=== RECORDS SHOWN ===

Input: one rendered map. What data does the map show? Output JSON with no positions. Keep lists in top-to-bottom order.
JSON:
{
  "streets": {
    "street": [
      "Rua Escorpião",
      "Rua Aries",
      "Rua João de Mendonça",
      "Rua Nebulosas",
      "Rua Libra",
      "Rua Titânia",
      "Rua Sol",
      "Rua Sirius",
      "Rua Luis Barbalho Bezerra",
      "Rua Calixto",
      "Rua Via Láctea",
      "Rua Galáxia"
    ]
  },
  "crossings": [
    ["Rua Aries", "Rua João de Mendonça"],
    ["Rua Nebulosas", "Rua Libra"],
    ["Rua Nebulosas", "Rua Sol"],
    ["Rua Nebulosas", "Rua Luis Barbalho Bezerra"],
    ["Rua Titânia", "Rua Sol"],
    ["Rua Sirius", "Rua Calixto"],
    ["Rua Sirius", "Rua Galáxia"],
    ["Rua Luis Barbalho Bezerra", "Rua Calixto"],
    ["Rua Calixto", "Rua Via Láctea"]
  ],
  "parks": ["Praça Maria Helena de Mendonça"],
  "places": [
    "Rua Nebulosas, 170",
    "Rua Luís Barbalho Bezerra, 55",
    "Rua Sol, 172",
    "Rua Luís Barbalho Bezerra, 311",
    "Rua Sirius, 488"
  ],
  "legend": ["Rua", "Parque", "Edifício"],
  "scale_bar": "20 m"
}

=== REQUIRED WORK ===
Examine the records and report how many lines contain the string "Bezerra". Only the number should be given.

=== EXPECTED OUTPUT ===
5